In this example below, we download the sample PDF and then upload it using the Files
api provided by the google.genai
sdk.
from google.genai import Client
import instructor
from pydantic import BaseModel
from instructor.multimodal import PDFWithGenaiFile
import requests
# Set up the client
url = "https://raw.githubusercontent.com/instructor-ai/instructor/main/tests/assets/invoice.pdf"
client = instructor.from_genai(Client())
with requests.get(url) as response:
pdf_data = response.content
with open("./invoice.pdf", "wb") as f:
f.write(pdf_data)
# Create a model for analyzing PDFs
class Invoice(BaseModel):
total: float
items: list[str]
# Load and analyze a PDF
response = client.chat.completions.create(
model="gemini-2.0-flash",
response_model=Invoice,
messages=[
{
"role": "user",
"content": [
"Analyze this document",
PDFWithGenaiFile.from_new_genai_file(
file_path="./invoice.pdf",
retry_delay=10,
max_retries=20,
),
],
}
],
)
print(response)
# > Total = 220, items = ['English Tea', 'Tofu']
If you've already uploaded your file ahead of time, we also support it. Just provide us with the file name as seen below
from google.genai import Client
import instructor
from pydantic import BaseModel
from instructor.multimodal import PDFWithGenaiFile
import requests
# Set up the client
url = "https://raw.githubusercontent.com/instructor-ai/instructor/main/tests/assets/invoice.pdf"
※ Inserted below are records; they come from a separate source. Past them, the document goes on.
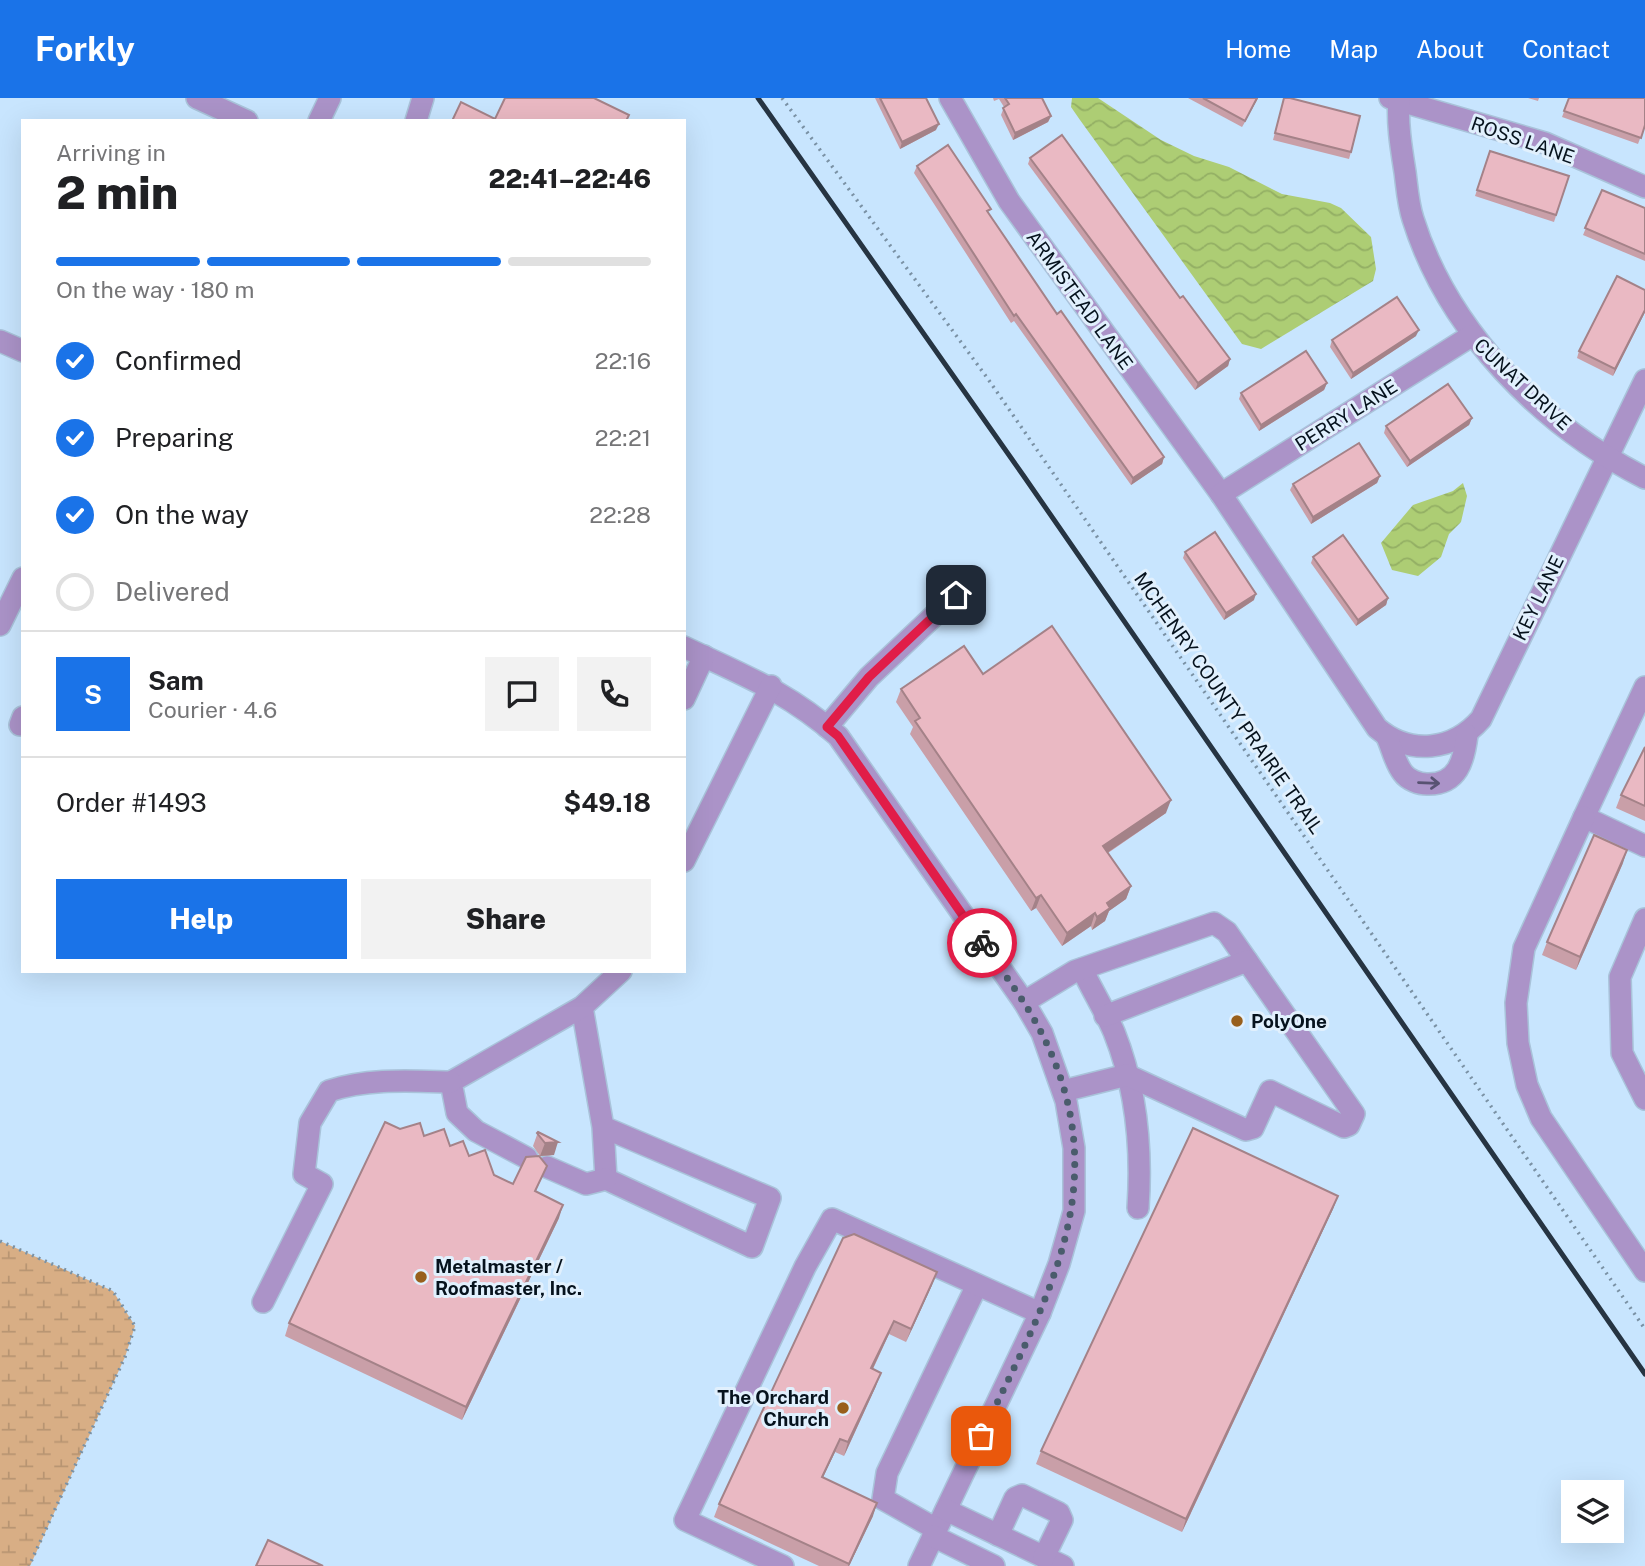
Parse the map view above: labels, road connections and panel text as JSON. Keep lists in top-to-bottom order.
{
  "streets": {
    "street": [
      "ROSS LANE",
      "ARMISTEAD LANE",
      "CUNAT DRIVE",
      "PERRY LANE",
      "KEY LANE"
    ],
    "path": ["MCHENRY COUNTY PRAIRIE TRAIL"]
  },
  "crossings": [
    ["ROSS LANE", "CUNAT DRIVE"],
    ["ARMISTEAD LANE", "PERRY LANE"],
    ["ARMISTEAD LANE", "KEY LANE"],
    ["CUNAT DRIVE", "PERRY LANE"],
    ["CUNAT DRIVE", "KEY LANE"],
    ["PERRY LANE", "KEY LANE"]
  ],
  "places": ["PolyOne", "Metalmaster / Roofmaster, Inc.", "The Orchard Church"],
  "page": {
    "header": "Forkly",
    "nav": [
      "Home",
      "Map",
      "About",
      "Contact"
    ],
    "heading": ["2 min", "Arriving in", "22:41–22:46"],
    "panel": [
      "Sam",
      "Courier · 4.6",
      "Order #1493",
      "$49.18"
    ],
    "bar": "On the way · 180 m",
    "list": [
      ["Confirmed", "22:16"],
      ["Preparing", "22:21"],
      ["On the way", "22:28"],
      "Delivered"
    ],
    "round": "S",
    "buttons": ["Help", "Share"]
  }
}
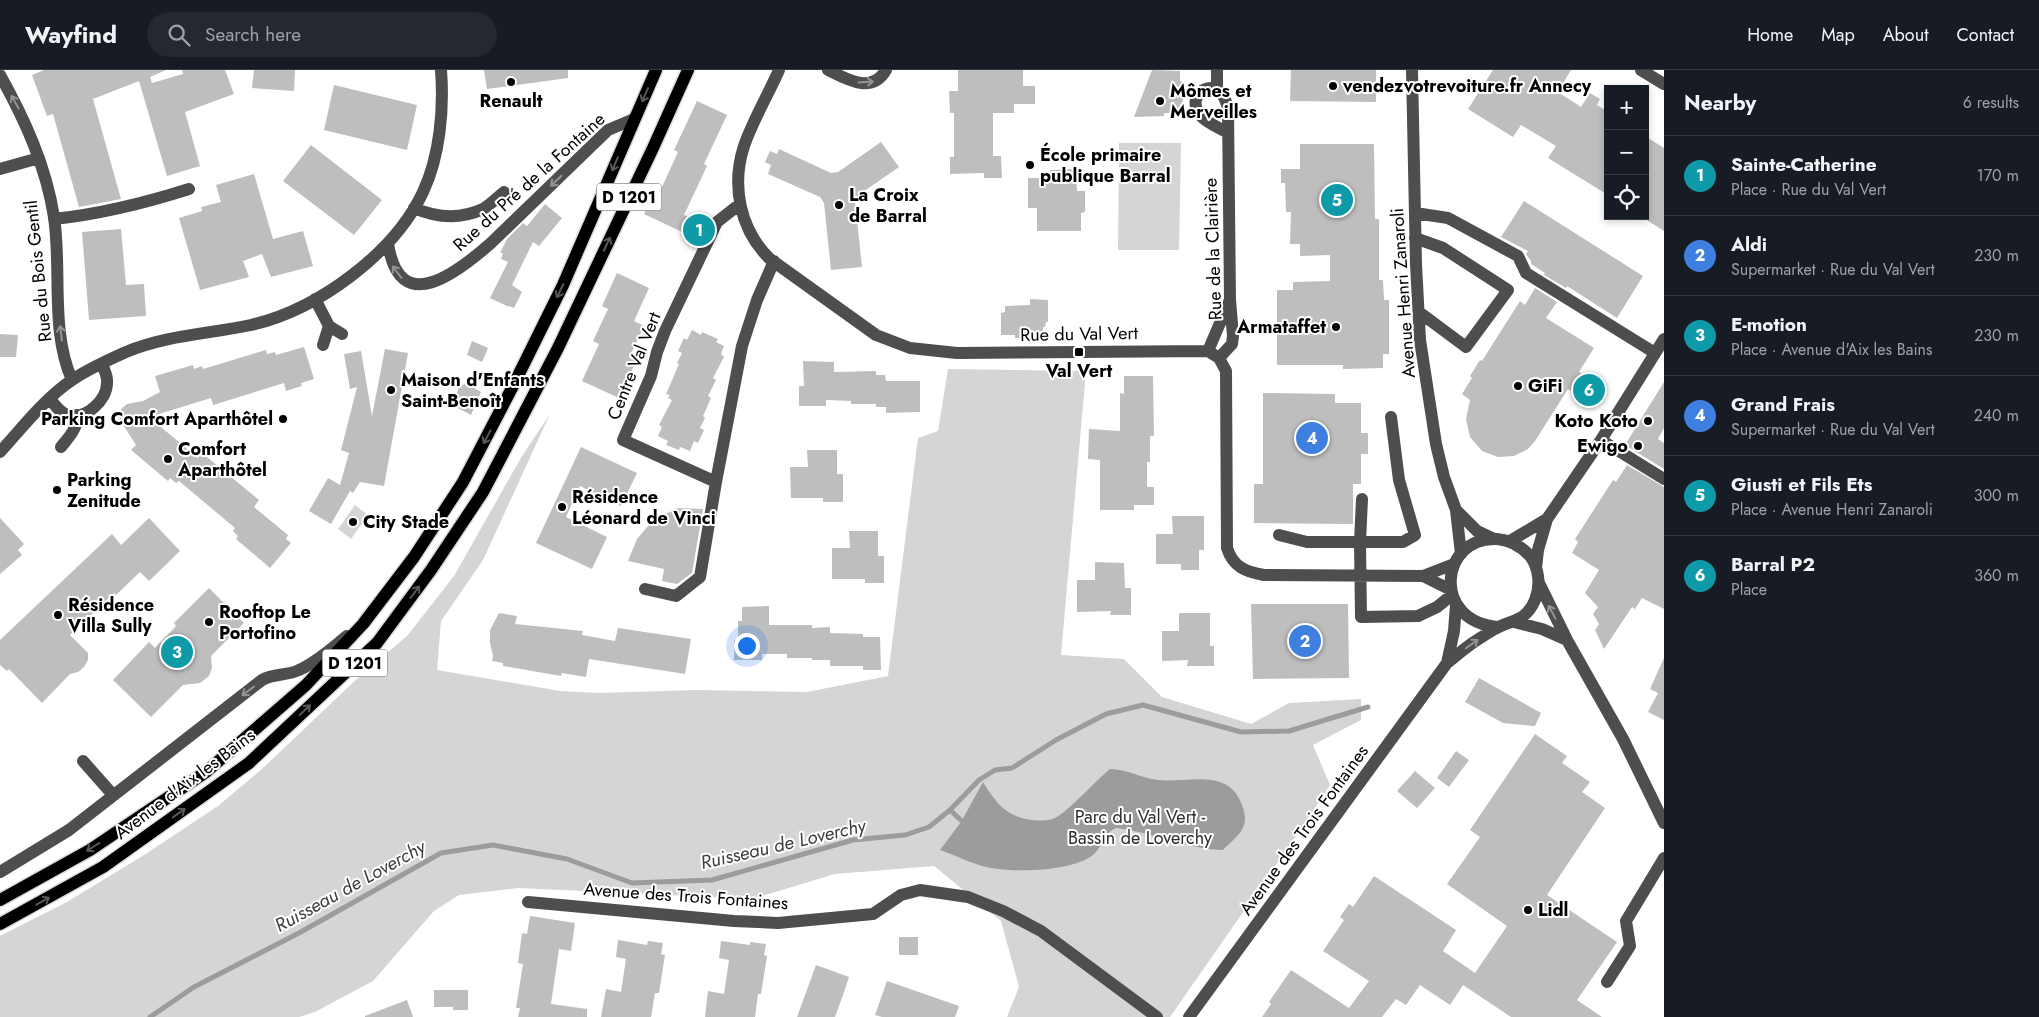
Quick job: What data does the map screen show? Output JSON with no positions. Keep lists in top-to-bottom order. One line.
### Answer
{"streets":{"main road":["D 1201","Avenue d'Aix les Bains"],"street":["Rue du Pré de la Fontaine","Rue de la Clairière","Rue du Bois Gentil","Avenue Henri Zanaroli","Rue du Val Vert","Centre Val Vert","Avenue des Trois Fontaines"]},"crossings":[["Rue du Pré de la Fontaine","Avenue d'Aix les Bains"],["Avenue Henri Zanaroli","Avenue des Trois Fontaines"],["Rue du Val Vert","Centre Val Vert"]],"one_way":["Rue du Bois Gentil"],"water":["Ruisseau de Loverchy"],"parks":["Parc du Val Vert - Bassin de Loverchy"],"places":{"other":["Renault","vendezvotrevoiture.fr Annecy","Mômes et Merveilles","École primaire publique Barral","La Croix de Barral","Armataffet","GiFi","Maison d'Enfants Saint-Benoît","Parking Comfort Aparthôtel","Koto Koto","Ewigo","Comfort Aparthôtel","Parking Zenitude","Résidence Léonard de Vinci","City Stade","Résidence Villa Sully","Rooftop Le Portofino","Lidl"],"transit":["Val Vert"]},"page":{"header":"Wayfind","search":"Search here","nav":["Home","Map","About","Contact"],"heading":["Nearby","6 results"],"map_buttons":["+","−"],"list":[{"mark":"1","name":"Sainte-Catherine","note":"Place · Rue du Val Vert","value":"170 m"},{"mark":"2","name":"Aldi","note":"Supermarket · Rue du Val Vert","value":"230 m"},{"mark":"3","name":"E-motion","note":"Place · Avenue d'Aix les Bains","value":"230 m"},{"mark":"4","name":"Grand Frais","note":"Supermarket · Rue du Val Vert","value":"240 m"},{"mark":"5","name":"Giusti et Fils Ets","note":"Place · Avenue Henri Zanaroli","value":"300 m"},{"mark":"6","name":"Barral P2","note":"Place","value":"360 m"}],"pins":["5","1","6","4","2","3"]}}
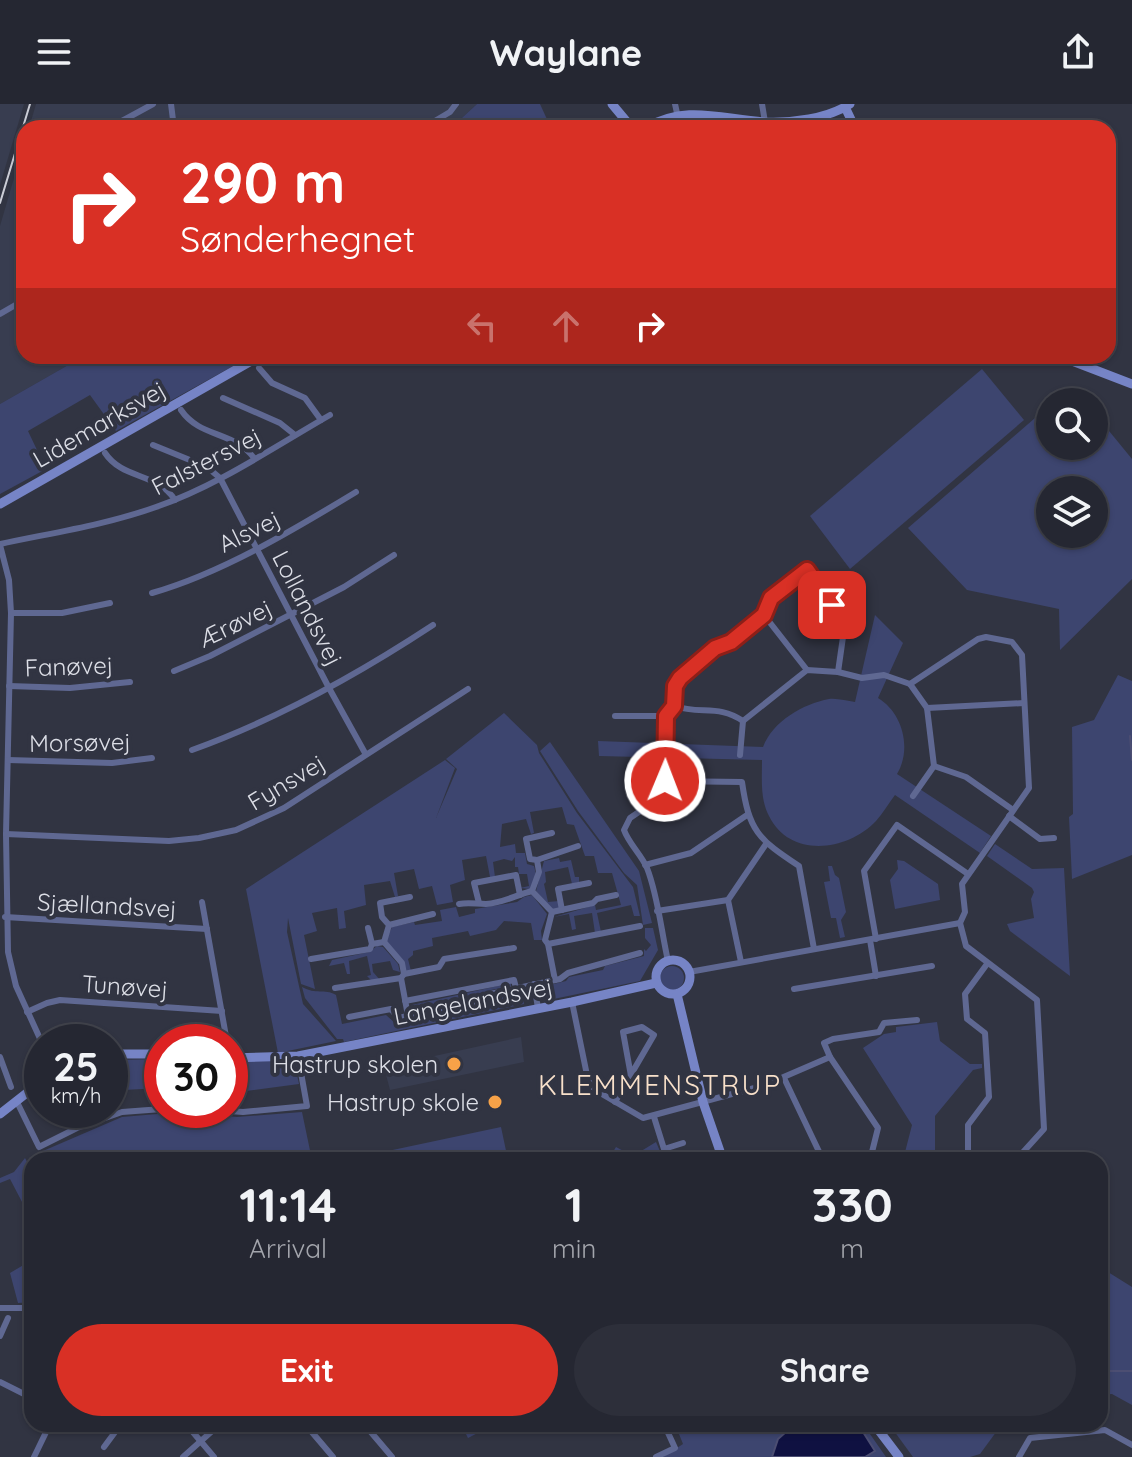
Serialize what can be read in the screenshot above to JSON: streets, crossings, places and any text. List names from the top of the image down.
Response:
{
  "streets": {
    "street": [
      "Lidemarksvej",
      "Falstersvej",
      "Alsvej",
      "Lollandsvej",
      "Ærøvej",
      "Fanøvej",
      "Morsøvej",
      "Fynsvej",
      "Sjællandsvej",
      "Tunøvej",
      "Langelandsvej"
    ]
  },
  "crossings": [
    ["Falstersvej", "Lollandsvej"],
    ["Alsvej", "Lollandsvej"],
    ["Lollandsvej", "Ærøvej"],
    ["Lollandsvej", "Fynsvej"]
  ],
  "districts": ["KLEMMENSTRUP"],
  "places": ["Hastrup skolen", "Hastrup skole"],
  "page": {
    "header": "Waylane",
    "turn": ["290 m", "Sønderhegnet"],
    "speed": "25 km/h",
    "limit": "30",
    "eta": [
      "11:14",
      "Arrival",
      "1",
      "min",
      "330",
      "m"
    ],
    "buttons": ["Exit", "Share"]
  }
}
client = instructor.from_genai(Client())
with requests.get(url) as response:
pdf_data = response.content
with open("./invoice.pdf", "wb") as f:
f.write(pdf_data)
file = client.files.upload(
file="invoice.pdf",
)
# Create a model for analyzing PDFs
class Invoice(BaseModel):
total: float
items: list[str]
# Load and analyze a PDF
response = client.chat.completions.create(
model="gemini-2.0-flash",
response_model=Invoice,
messages=[
{
"role": "user",
"content": [
"Analyze this document",
PDFWithGenaiFile.from_existing_genai_file(file_name=file.name),
],
}
],
)
print(response)
# > Total = 220, items = ['English Tea', 'Tofu']
This way you have more granular control over how the file is uploaded, potentially also processing multiple file uploads at once too.